La didactique des langues à l'épreuve du sujet


Patrick ANDERSON
Besançon, Presses universitaires Franc-Comtoises
[Annales littéraires 672, série Linguistique et sémiotique, vol. 33), 1999

Voici un ouvrage sur la didactique des langues, riche et original. Son foisonnement,
sa présentation extrêmement dense - qui aurait gagné à s'alléger du carcan
"universitaire" - ne parviennent pas à masquer l'intérêt évident du propos, exactement
désigné par le titre de l'ouvrage et explicité progressivement dans la troisième partie
intitulée « Du sujet ».
C'est sur cette dernière que je m'arrêterai, me contentant, pour les première et
deuxième partie (respectivement intitulées « L'inscription de la DLE * » et « Le défi de
la langue »), d'inciter les spécialistes de DLE à aller y voir de près. Elles rendent
compte, en effet, de l'ensemble de la littérature du domaine d'une manière critique,
et couvrent quasi exhaustivement, les questions de ce champ.

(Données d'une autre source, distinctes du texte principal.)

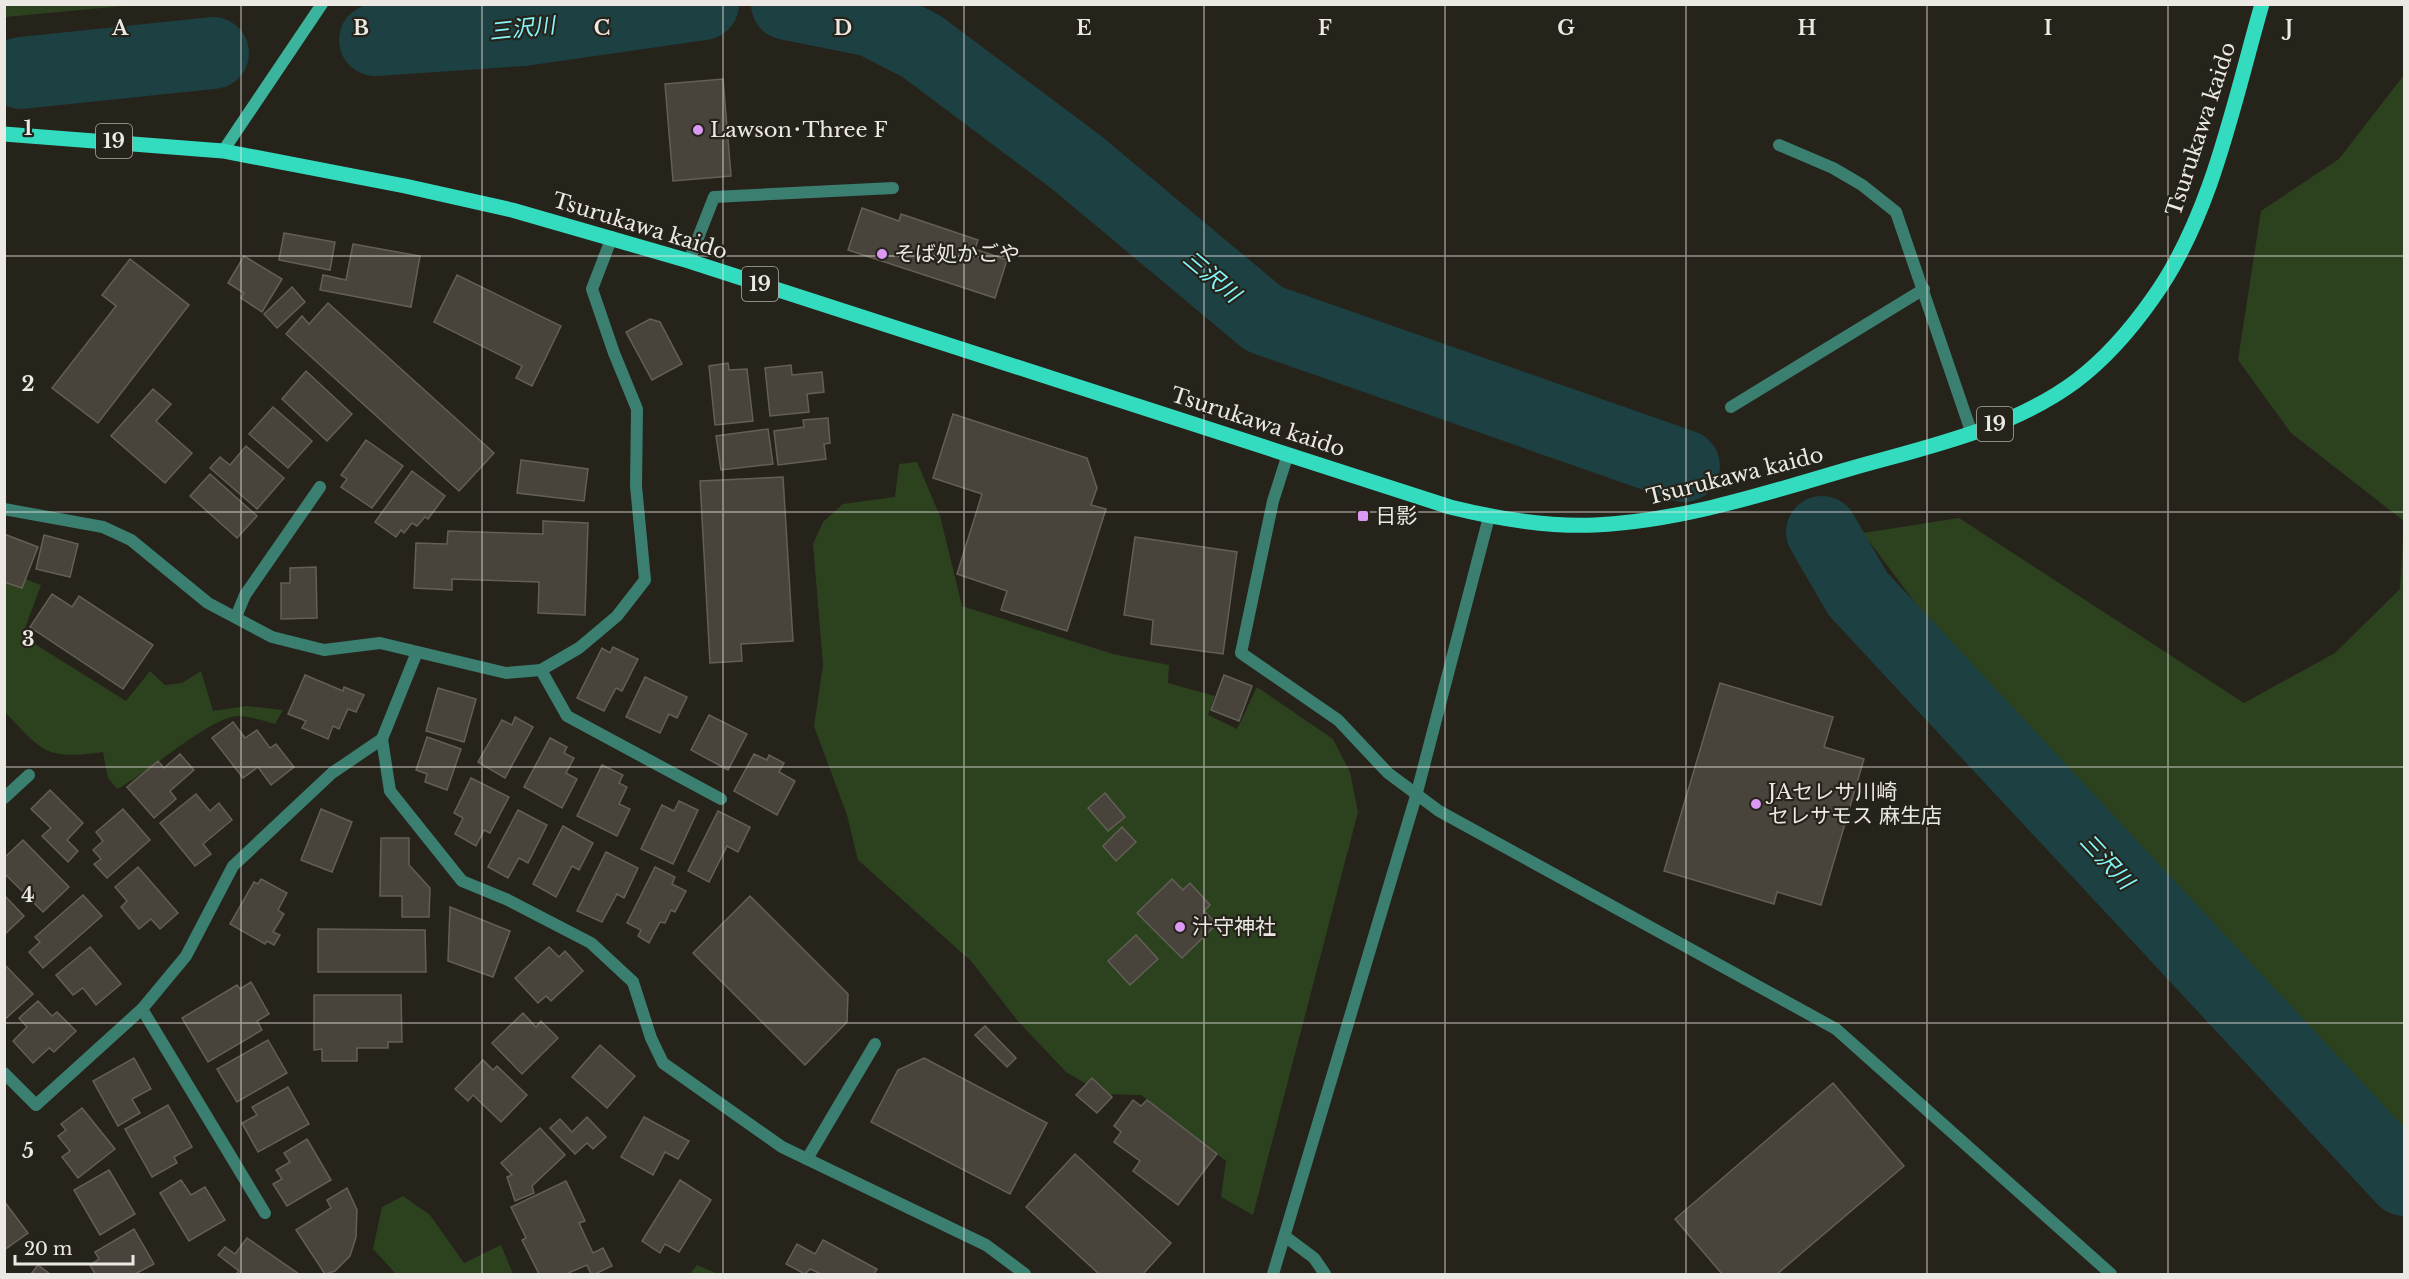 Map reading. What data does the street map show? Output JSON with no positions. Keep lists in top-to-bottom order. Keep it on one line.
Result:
{"streets":{"main road":["Tsurukawa kaido","19"]},"water":["三沢川"],"places":{"other":["Lawson･Three F","そば処かごや","JAセレサ川崎 セレサモス 麻生店","汁守神社"],"transit":["日影"]},"scale_bar":"20 m","grid":{"columns":["A","B","C","D","E","F","G","H","I","J"],"rows":["1","2","3","4","5"]}} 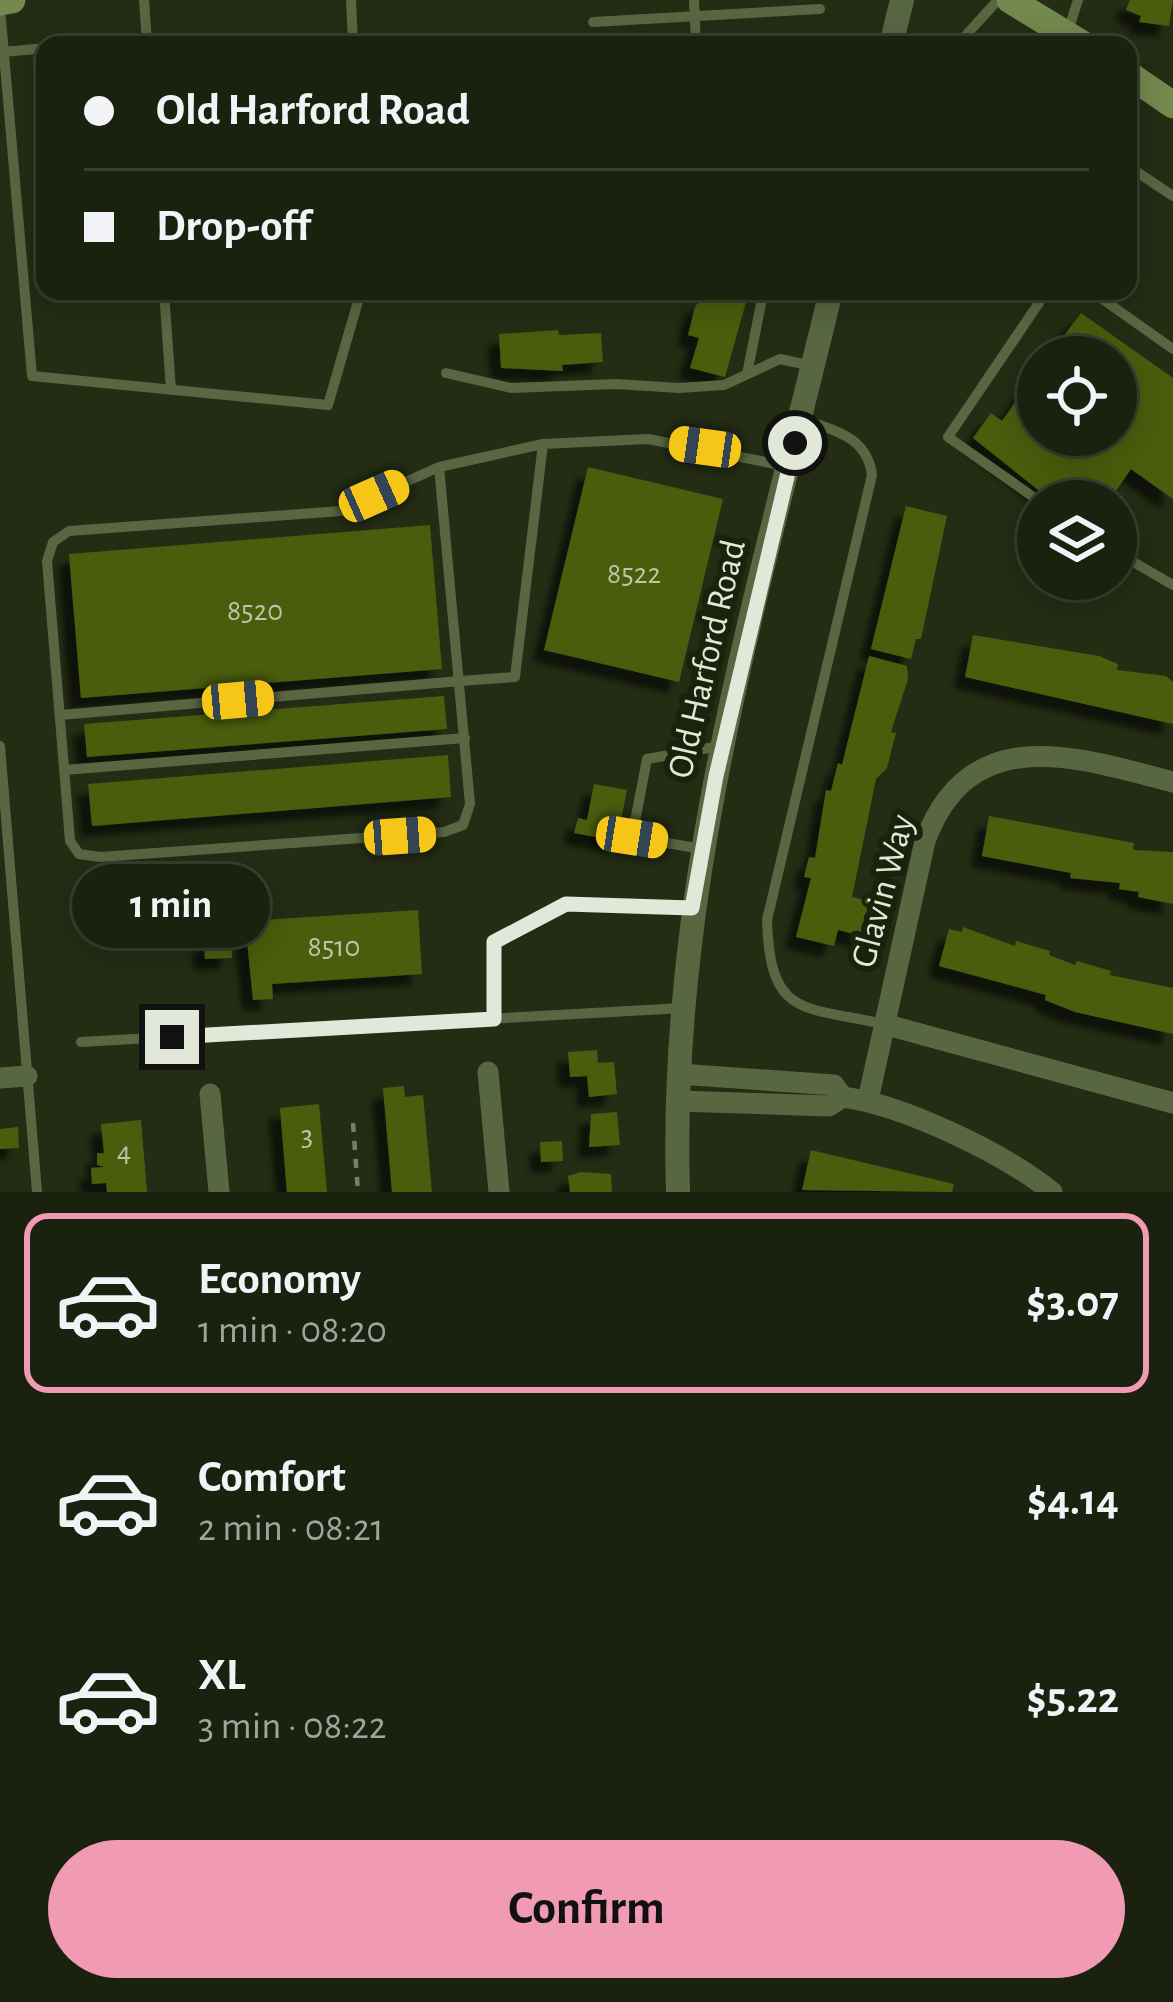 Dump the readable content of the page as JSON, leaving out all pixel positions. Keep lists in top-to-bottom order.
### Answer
{
  "streets": {
    "street": ["Old Harford Road", "Glavin Way"]
  },
  "house_numbers": [
    "8522",
    "8520",
    "8510",
    "3",
    "4"
  ],
  "page": {
    "banner": ["Old Harford Road", "Drop-off"],
    "bubble": "1 min",
    "list": [
      {
        "name": "Economy",
        "note": "1 min · 08:20",
        "value": "$3.07"
      },
      {
        "name": "Comfort",
        "note": "2 min · 08:21",
        "value": "$4.14"
      },
      {
        "name": "XL",
        "note": "3 min · 08:22",
        "value": "$5.22"
      }
    ],
    "buttons": "Confirm"
  }
}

Qu'est-ce qu'apprendre une langue ? Dans un chapitre consacré à cette question,


Patrick Anderson répond : « Apprendre une langue mobilise non seulement un
rapport au savoir mais aussi un rapport à soi-même dans un retour sur sa langue
première. Il y a dans l'apprentissage tout le poids qu'entretient le sujet avec sa propre
langue » (p. 258); « Apprendre une langue [... d] est devenir autre » (p. 256).
Qui enseigne? Un enseignant, certes, mais dont l'auteur fait apparaître qu'il
« met en scène sa fonction maternelle dans l'espace transférentiel mais également sa
position de père en tant que représentant la Loi » (p. 258). Cette relation transféren-
tielle pose la question du "sujet apprenant". Patrick Anderson n'évite là aucune
difficulté et elles sont grandes : « Le sujet que la didactique des langues convoque est
écartelé entre les principes déterministes qui l'actualisent et le cadre de la
psychologie béhavioriste pour lequel il est impossible à concevoir. Il se trouve donc à la
croisée de visées antagonistes qui dans un même mouvement se proposent de le faire
naître mais finalement le font disparaître » (p. 239). L'auteur expose alors
l'acharnement de la DLE qui, tout en prenant appui sur une position fondamentale « qui ne
peut concevoir le sujet [...] tente désespérément d'en construire une sorte d'ersatz »,
ersatz qui trouve nom sous le terme de "parole" mais parole qui se réduit à une
substance de "communication" ou, pourrait-on dire, une substance communicante.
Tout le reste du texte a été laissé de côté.